Yaşadığımız gezi olayları,17 ve 25 Aralık senaryoları Türkiye’yi hizaya getirme çabalarından başka bir şey değildi.Bu oyunlarda ters döndü, basiretli milletimiz oyuna gelmedi ve onların heveslerini kursaklarında bıraktı.Zulüm sadece Türkiye ile sınırlı değildi. Mısır’da yaşanan binlerce insanın şehit olduğu darbe, kan gölüne çevrilen, çoğunluğunu kadın ve çocukların oluşturduğu 300 bine yakın insanın can verdiği, 600 bin çocuğun yetim kaldığı, milyonlarcasının can korkusundan muhacir olduğu Suriye…
Dönemin ABD başkanı George W. Buch’un Tanrı'nın kendisine Saddam'ı devirerek Irak'ı baskıdan kurtaracağına yönelik ilham verdiğini söyleyerek, Irak'ı Özgürleştirme Operasyonu ile işgal edip yakıp yıktığı, binlerce insanı öldürdüğü, binlercesini evsiz barksız bıraktığı defolup gittiği halde yaktığı fitne ateşinin bir türlü sönmediği Irak…
İngilizlerin işgal edip sömürgesi altında aldığı, sonrasında 1948 yılında Yahudi devletini kurdurtarak binlerce kişiyi, çoğunlukla da kadın ve çocukları öldürttüğü Filistin…
Batılılar İslam coğrafyasındaki petrolleri ve diğer ekonomik getirileri olan kaynakları hortumlamak ve bu beldeleri iyice karıştırmak için şimdilerde İŞİD kartını sahneye koydular.Zulmün bir başka yüzünü batının kurdurttuğu terör örgütü El Kaidenin bir uzantısı olan İŞİD ile görüyoruz.Bu örgüt alevi- Sünni fitne ateşinin hiç sönmemesi ve Müslümanları kendi içlerinde yok edip, kırdırtmak için tasarlanmış ağa babaları batıda, içerisinde ajanların cirit attığı bir zulüm örgütüdür.Bu örgüt eliyle zulüm gören yine mazlum Müslümanlar olacaktır.
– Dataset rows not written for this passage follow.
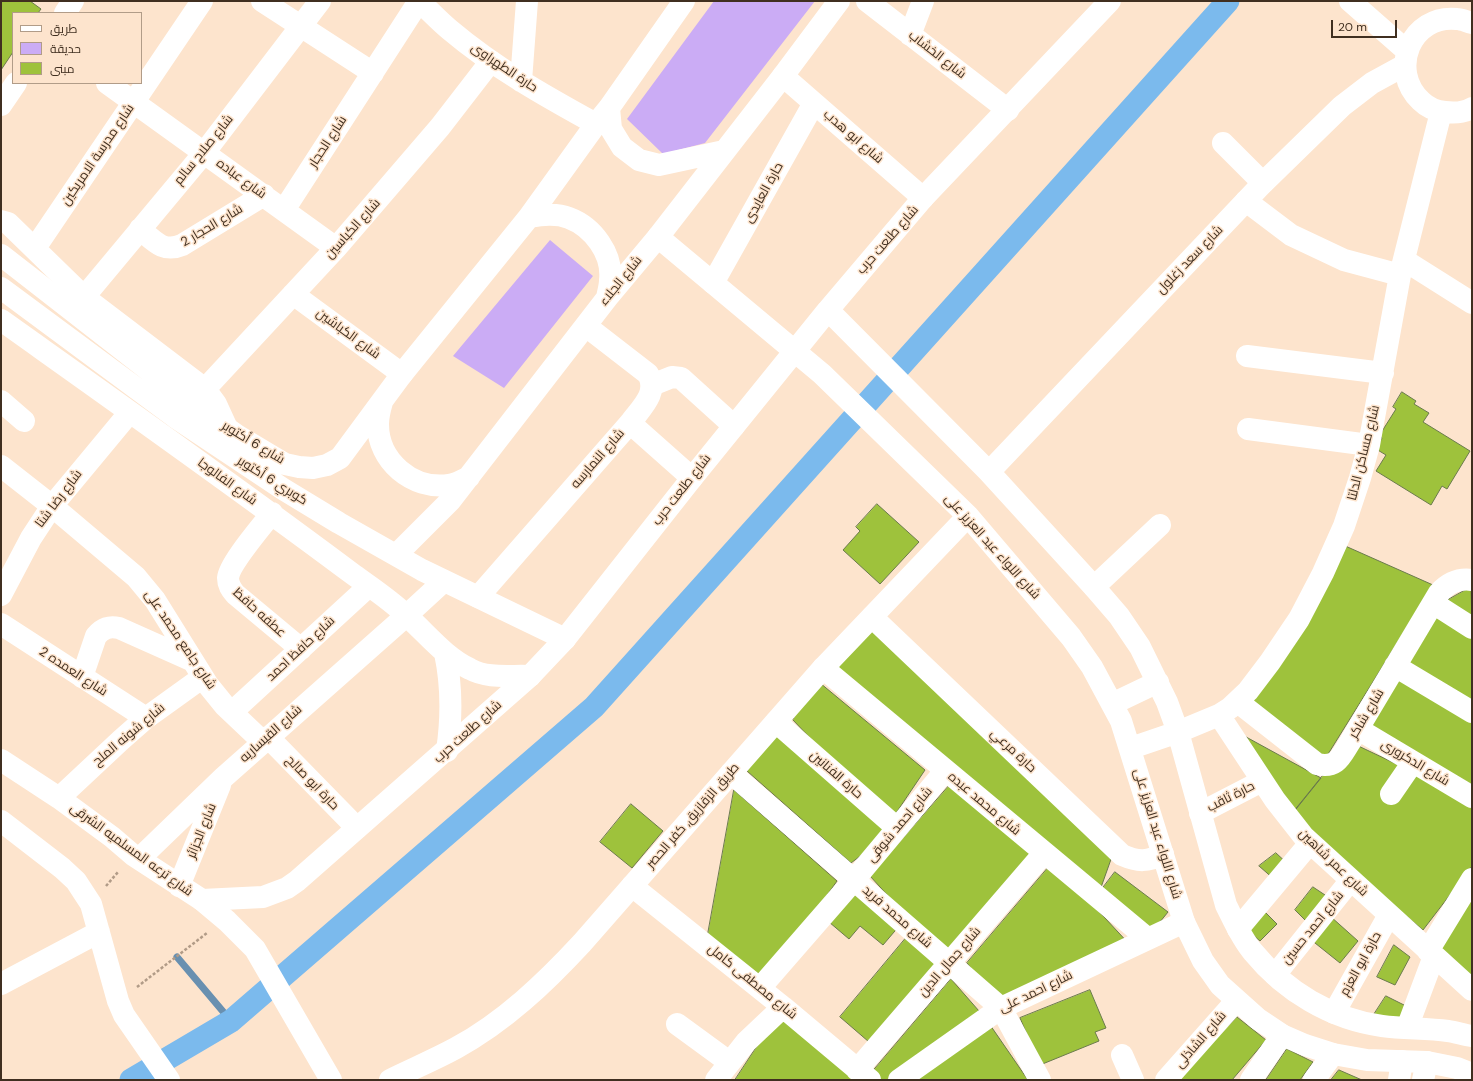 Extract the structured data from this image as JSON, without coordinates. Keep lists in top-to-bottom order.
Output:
{
  "streets": {
    "main road": [
      "شارع الخشاب",
      "حارة الطهراوى",
      "شارع ابو هدب",
      "شارع الحجار",
      "شارع صلاح سالم",
      "شارع مدرسة الامريكين",
      "شارع عباده",
      "حارة العايدى",
      "شارع الحجار 2",
      "شارع الكباسين",
      "شارع طلعت حرب",
      "شارع سعد زغلول",
      "شارع الجلاء",
      "شارع الكباشين",
      "شارع 6 أكتوبر",
      "شارع مساكن الدلتا",
      "شارع النمارسه",
      "كوبري 6 أكتوبر",
      "شارع الفالوجا",
      "شارع رضا شتا",
      "شارع اللواء عبد العزيز على",
      "عطفه حافظ",
      "شارع جامع محمد على",
      "شارع حافظ احمد",
      "شارع العمده 2",
      "شارع شاكر",
      "شارع القيساريه",
      "شارع شونه الملح",
      "حارة مرعي",
      "شارع الدكرورى",
      "حارة الفنانين",
      "حارة ابو صالح",
      "حارة ثاقب",
      "شارع محمد عبده",
      "طريق الزقازيق, كفر الحصر",
      "شارع احمد شوقى",
      "شارع الجزائر",
      "شارع ترعه المسلميه الشرقى",
      "شارع عمر شاهين",
      "شارع محمد فريد",
      "شارع احمد حسين",
      "شارع جمال الدين",
      "حارة ابو العزم",
      "شارع مصطفى كامل",
      "شارع احمد على",
      "شارع الشاذلى"
    ]
  },
  "crossings": [
    ["شارع الخشاب", "شارع طلعت حرب"],
    ["حارة الطهراوى", "شارع الحجار"],
    ["حارة الطهراوى", "شارع الكباسين"],
    ["شارع ابو هدب", "حارة العايدى"],
    ["شارع ابو هدب", "شارع طلعت حرب"],
    ["شارع ابو هدب", "شارع الجلاء"],
    ["شارع الحجار", "شارع عباده"],
    ["شارع صلاح سالم", "شارع عباده"],
    ["شارع صلاح سالم", "شارع الحجار 2"],
    ["شارع مدرسة الامريكين", "شارع عباده"],
    ["شارع عباده", "شارع الحجار 2"],
    ["شارع عباده", "شارع الكباسين"],
    ["حارة العايدى", "شارع اللواء عبد العزيز على"],
    ["شارع الكباسين", "شارع الكباشين"],
    ["شارع طلعت حرب", "كوبري 6 أكتوبر"],
    ["شارع طلعت حرب", "شارع الفالوجا"],
    ["شارع طلعت حرب", "شارع اللواء عبد العزيز على"],
    ["شارع طلعت حرب", "حارة ابو صالح"],
    ["شارع طلعت حرب", "شارع ترعه المسلميه الشرقى"],
    ["شارع الجلاء", "كوبري 6 أكتوبر"],
    ["شارع الجلاء", "شارع اللواء عبد العزيز على"],
    ["شارع مساكن الدلتا", "شارع اللواء عبد العزيز على"],
    ["شارع مساكن الدلتا", "شارع شاكر"],
    ["شارع مساكن الدلتا", "شارع عمر شاهين"],
    ["شارع النمارسه", "كوبري 6 أكتوبر"],
    ["كوبري 6 أكتوبر", "شارع القيساريه"],
    ["شارع الفالوجا", "شارع رضا شتا"],
    ["شارع الفالوجا", "عطفه حافظ"],
    ["شارع الفالوجا", "شارع حافظ احمد"],
    ["شارع الفالوجا", "شارع القيساريه"],
    ["شارع رضا شتا", "شارع جامع محمد على"],
    ["شارع اللواء عبد العزيز على", "حارة مرعي"],
    ["شارع اللواء عبد العزيز على", "طريق الزقازيق, كفر الحصر"],
    ["شارع اللواء عبد العزيز على", "شارع احمد على"],
    ["شارع اللواء عبد العزيز على", "شارع الشاذلى"],
    ["عطفه حافظ", "شارع حافظ احمد"],
    ["شارع جامع محمد على", "شارع حافظ احمد"],
    ["شارع جامع محمد على", "شارع القيساريه"],
    ["شارع جامع محمد على", "شارع شونه الملح"],
    ["شارع جامع محمد على", "حارة ابو صالح"],
    ["شارع العمده 2", "شارع شونه الملح"],
    ["شارع شاكر", "شارع الدكرورى"],
    ["شارع القيساريه", "حارة ابو صالح"],
    ["شارع القيساريه", "شارع الجزائر"],
    ["شارع القيساريه", "شارع ترعه المسلميه الشرقى"],
    ["شارع شونه الملح", "شارع ترعه المسلميه الشرقى"],
    ["حارة مرعي", "طريق الزقازيق, كفر الحصر"],
    ["حارة الفنانين", "طريق الزقازيق, كفر الحصر"],
    ["حارة الفنانين", "شارع احمد شوقى"],
    ["حارة ثاقب", "شارع عمر شاهين"],
    ["شارع محمد عبده", "طريق الزقازيق, كفر الحصر"],
    ["شارع محمد عبده", "شارع احمد شوقى"],
    ["شارع محمد عبده", "شارع جمال الدين"],
    ["شارع محمد عبده", "شارع احمد على"],
    ["طريق الزقازيق, كفر الحصر", "شارع محمد فريد"],
    ["طريق الزقازيق, كفر الحصر", "شارع مصطفى كامل"],
    ["شارع احمد شوقى", "شارع محمد فريد"],
    ["شارع احمد شوقى", "شارع مصطفى كامل"],
    ["شارع الجزائر", "شارع ترعه المسلميه الشرقى"],
    ["شارع عمر شاهين", "شارع احمد حسين"],
    ["شارع عمر شاهين", "حارة ابو العزم"],
    ["شارع محمد فريد", "شارع جمال الدين"],
    ["شارع محمد فريد", "شارع احمد على"],
    ["شارع جمال الدين", "شارع مصطفى كامل"]
  ],
  "legend": ["طريق", "حديقة", "مبنى"],
  "scale_bar": "20 m"
}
Yüce Allah;“Onlar müminleri bırakıp kâfirleri dost edinirler. Onların tarafında bir şeref ve kudret mi arıyorlar?Bilsinler ki şeref ve kudret tamamen Allah’a aittir.”(Nisâ: 139) Batının sürekli olarak uyguladığı çifte Standardlar ve İslam beldelerine verdiği zararlar, Müslümanların el ele vererek güçlenmeleri birlik ve beraberlik içerisinde olmaları gerektiğini bir kere daha göstermiştir.